++++ Data for this task ++++
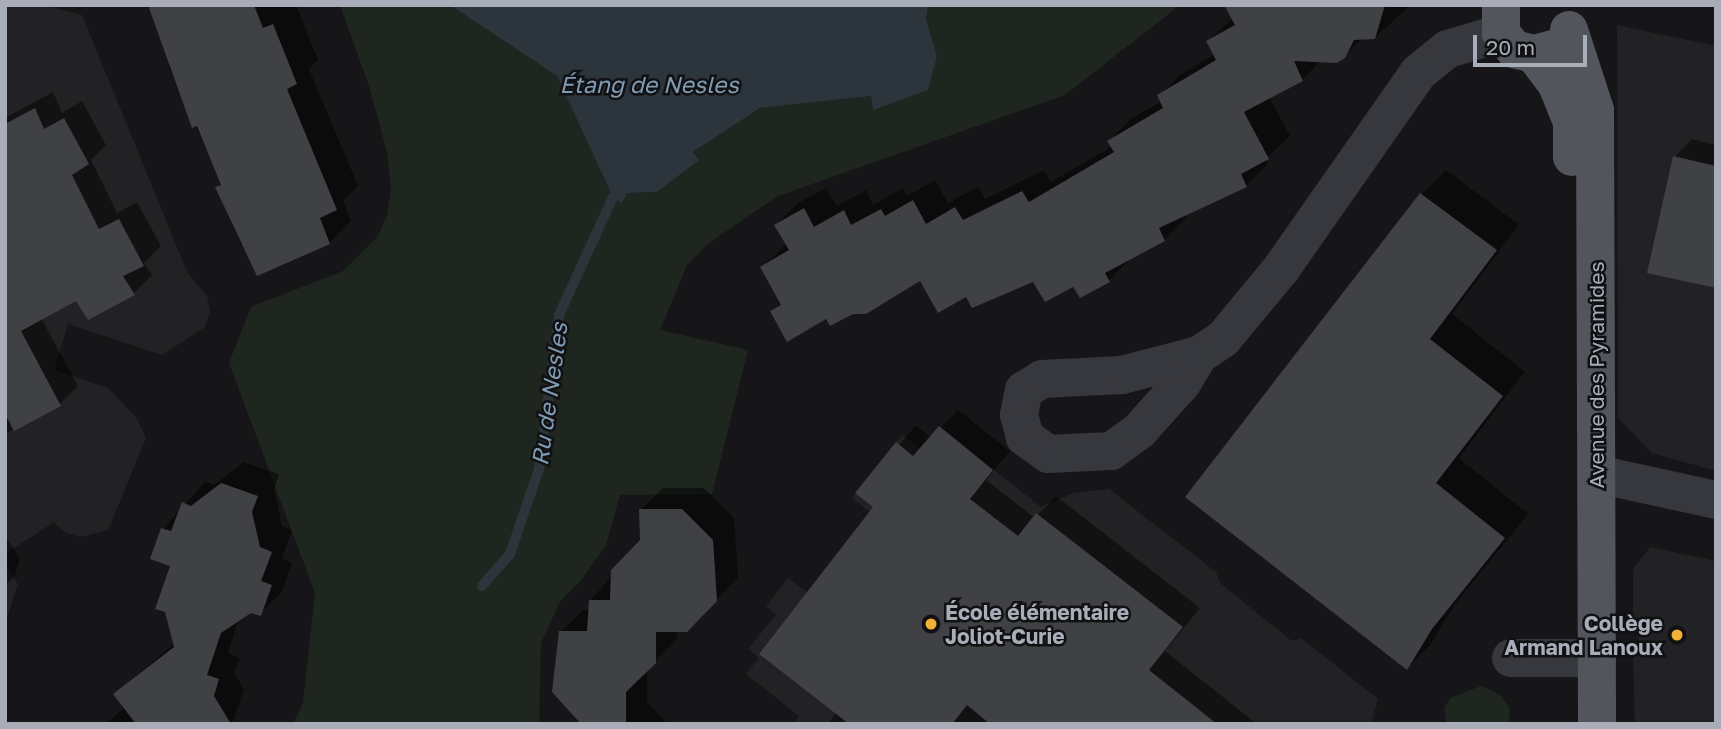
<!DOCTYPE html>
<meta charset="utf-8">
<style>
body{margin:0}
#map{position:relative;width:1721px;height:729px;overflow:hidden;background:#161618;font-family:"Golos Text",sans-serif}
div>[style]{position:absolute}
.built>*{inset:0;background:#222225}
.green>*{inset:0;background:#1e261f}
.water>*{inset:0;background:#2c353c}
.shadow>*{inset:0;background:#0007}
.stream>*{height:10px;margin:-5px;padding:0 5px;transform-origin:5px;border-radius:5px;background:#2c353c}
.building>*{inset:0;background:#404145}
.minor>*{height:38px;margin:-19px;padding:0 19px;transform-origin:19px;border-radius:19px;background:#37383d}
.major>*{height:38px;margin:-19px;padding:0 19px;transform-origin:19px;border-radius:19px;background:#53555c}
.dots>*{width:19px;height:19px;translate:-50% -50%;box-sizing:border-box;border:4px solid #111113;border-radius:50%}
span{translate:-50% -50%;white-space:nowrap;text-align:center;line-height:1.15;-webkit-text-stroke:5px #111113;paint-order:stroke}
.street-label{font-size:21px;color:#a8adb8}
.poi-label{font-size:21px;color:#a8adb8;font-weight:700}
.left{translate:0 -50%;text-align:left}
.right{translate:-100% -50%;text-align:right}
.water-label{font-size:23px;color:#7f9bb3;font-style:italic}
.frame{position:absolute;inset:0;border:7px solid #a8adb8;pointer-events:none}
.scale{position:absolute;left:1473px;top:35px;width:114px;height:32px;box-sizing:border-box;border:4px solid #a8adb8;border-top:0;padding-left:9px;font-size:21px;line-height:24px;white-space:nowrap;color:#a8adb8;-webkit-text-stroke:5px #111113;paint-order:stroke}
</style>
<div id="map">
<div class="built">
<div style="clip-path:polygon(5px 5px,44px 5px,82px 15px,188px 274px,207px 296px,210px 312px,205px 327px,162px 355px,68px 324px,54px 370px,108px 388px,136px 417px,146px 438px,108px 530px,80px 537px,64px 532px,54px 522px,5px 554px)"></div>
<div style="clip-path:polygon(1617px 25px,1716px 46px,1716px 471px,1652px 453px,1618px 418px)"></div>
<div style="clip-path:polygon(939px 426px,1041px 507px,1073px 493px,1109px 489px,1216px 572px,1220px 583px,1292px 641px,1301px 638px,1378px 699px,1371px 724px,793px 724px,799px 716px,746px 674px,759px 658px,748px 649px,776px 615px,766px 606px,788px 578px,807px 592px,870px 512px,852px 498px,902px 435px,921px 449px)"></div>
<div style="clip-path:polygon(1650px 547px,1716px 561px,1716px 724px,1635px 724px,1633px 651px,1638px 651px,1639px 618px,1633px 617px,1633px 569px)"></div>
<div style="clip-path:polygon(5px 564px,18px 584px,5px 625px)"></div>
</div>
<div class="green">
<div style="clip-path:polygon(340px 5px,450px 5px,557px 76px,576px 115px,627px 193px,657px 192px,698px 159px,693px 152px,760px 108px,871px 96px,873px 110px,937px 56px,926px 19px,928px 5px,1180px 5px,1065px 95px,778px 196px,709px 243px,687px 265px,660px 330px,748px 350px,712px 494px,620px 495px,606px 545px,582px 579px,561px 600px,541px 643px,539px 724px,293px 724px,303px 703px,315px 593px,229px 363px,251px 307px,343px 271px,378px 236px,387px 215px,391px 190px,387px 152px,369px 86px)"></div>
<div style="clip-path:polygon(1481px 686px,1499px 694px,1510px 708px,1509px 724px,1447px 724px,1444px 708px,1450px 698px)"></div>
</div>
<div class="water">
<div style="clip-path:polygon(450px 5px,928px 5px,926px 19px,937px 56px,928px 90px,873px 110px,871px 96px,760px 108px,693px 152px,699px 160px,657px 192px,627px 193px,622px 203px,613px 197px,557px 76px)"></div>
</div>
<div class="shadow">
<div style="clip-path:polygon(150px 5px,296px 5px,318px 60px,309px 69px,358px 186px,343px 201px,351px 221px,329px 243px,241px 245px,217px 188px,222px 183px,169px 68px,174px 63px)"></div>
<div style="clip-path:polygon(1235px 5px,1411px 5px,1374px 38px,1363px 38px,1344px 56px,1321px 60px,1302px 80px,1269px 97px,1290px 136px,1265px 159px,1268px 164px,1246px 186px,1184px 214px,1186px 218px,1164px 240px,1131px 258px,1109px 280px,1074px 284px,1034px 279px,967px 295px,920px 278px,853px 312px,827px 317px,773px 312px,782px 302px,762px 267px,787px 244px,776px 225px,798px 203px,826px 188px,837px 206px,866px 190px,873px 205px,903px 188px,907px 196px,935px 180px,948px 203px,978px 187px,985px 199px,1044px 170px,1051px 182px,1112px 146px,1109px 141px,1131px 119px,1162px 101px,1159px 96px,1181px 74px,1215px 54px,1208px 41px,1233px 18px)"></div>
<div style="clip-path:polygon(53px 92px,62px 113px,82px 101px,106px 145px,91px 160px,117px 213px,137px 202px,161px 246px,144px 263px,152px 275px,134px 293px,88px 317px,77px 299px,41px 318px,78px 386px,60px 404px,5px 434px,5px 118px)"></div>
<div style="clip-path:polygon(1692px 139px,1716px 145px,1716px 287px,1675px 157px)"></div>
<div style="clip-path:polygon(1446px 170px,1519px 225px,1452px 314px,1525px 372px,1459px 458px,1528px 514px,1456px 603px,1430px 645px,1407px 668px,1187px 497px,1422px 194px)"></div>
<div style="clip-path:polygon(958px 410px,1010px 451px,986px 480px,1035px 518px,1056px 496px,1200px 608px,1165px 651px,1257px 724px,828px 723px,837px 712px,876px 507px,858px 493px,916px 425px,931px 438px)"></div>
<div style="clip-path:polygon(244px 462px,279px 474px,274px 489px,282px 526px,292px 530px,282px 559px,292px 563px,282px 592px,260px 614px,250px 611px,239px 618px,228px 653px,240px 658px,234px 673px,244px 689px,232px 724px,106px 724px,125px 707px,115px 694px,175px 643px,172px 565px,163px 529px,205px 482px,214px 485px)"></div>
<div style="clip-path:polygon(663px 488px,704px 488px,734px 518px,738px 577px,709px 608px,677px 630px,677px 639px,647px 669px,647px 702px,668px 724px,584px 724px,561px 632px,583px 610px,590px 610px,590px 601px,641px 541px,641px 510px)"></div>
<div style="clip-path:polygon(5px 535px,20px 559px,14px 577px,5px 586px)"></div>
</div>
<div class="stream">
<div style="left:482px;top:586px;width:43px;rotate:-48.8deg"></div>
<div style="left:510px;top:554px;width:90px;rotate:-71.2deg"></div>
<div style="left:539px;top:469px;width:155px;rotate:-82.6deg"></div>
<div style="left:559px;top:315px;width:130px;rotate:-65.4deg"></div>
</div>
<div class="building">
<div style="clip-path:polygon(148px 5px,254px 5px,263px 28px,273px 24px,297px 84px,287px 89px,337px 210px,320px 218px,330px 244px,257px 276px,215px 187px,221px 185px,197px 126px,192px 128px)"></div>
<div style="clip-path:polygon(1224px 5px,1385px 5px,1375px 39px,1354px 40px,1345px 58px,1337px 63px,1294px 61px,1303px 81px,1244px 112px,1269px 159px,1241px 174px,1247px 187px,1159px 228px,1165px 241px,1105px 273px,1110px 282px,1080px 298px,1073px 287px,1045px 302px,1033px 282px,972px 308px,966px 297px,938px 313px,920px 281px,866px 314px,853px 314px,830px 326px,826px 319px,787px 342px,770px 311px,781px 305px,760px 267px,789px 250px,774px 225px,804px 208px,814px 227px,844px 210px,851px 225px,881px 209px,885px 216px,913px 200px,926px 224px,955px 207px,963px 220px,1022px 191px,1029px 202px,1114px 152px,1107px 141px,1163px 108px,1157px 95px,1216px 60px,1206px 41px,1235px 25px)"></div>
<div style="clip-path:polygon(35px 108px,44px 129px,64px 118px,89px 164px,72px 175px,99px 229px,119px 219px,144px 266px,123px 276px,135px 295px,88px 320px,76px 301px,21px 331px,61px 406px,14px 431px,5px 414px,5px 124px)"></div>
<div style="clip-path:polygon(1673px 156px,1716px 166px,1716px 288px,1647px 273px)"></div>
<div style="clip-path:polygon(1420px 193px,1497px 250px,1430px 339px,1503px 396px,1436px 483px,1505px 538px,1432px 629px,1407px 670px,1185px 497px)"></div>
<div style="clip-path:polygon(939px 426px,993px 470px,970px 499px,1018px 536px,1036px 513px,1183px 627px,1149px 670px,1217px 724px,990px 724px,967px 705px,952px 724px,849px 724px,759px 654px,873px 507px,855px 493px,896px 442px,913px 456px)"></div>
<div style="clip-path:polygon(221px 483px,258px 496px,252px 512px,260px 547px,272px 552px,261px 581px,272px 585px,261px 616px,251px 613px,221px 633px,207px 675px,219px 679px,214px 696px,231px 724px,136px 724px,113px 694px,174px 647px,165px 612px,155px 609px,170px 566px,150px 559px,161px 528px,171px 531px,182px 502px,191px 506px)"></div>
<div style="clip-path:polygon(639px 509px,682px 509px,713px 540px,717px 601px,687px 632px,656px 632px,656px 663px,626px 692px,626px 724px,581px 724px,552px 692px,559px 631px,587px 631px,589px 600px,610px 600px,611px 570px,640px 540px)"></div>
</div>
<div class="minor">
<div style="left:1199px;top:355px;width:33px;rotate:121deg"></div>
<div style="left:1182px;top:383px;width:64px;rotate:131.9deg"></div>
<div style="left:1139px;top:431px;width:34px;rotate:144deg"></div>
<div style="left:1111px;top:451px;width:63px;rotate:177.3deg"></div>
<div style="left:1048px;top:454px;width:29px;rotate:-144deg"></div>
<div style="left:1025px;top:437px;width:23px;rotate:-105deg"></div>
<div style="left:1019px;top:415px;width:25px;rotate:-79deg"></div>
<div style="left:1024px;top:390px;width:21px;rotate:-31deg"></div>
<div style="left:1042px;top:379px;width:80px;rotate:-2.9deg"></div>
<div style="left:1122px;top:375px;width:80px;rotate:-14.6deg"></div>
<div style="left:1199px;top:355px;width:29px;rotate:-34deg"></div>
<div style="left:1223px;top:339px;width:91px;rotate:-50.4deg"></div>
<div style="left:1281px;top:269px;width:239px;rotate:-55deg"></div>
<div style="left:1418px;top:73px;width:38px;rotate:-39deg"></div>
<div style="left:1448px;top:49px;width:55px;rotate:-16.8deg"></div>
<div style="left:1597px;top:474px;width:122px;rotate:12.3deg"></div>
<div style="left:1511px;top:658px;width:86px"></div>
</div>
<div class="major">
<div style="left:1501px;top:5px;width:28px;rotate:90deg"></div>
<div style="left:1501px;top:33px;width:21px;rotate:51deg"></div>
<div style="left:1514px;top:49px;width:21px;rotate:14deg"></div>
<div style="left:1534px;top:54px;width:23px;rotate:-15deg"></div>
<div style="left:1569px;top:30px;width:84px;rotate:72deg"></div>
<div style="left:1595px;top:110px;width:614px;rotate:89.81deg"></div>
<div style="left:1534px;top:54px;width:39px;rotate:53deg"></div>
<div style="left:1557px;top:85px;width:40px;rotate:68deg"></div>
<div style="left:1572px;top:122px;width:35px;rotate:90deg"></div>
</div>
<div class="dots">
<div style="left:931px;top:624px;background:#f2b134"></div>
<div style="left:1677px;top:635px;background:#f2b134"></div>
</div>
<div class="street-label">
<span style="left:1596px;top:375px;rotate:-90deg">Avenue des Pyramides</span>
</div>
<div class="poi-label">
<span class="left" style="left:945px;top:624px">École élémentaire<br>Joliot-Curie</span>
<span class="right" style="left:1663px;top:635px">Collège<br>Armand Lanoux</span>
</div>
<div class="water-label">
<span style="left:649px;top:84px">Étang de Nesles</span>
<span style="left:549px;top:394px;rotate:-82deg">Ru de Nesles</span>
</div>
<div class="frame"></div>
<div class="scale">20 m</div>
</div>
++++
Requirement »
What lines of the data contain the string "paint"? List them.

Reply »
span{translate:-50% -50%;white-space:nowrap;text-align:center;line-height:1.15;-webkit-text-stroke:5px #111113;paint-order:stroke}
.scale{position:absolute;left:1473px;top:35px;width:114px;height:32px;box-sizing:border-box;border:4px solid #a8adb8;border-top:0;padding-left:9px;font-size:21px;line-height:24px;white-space:nowrap;color:#a8adb8;-webkit-text-stroke:5px #111113;paint-order:stroke}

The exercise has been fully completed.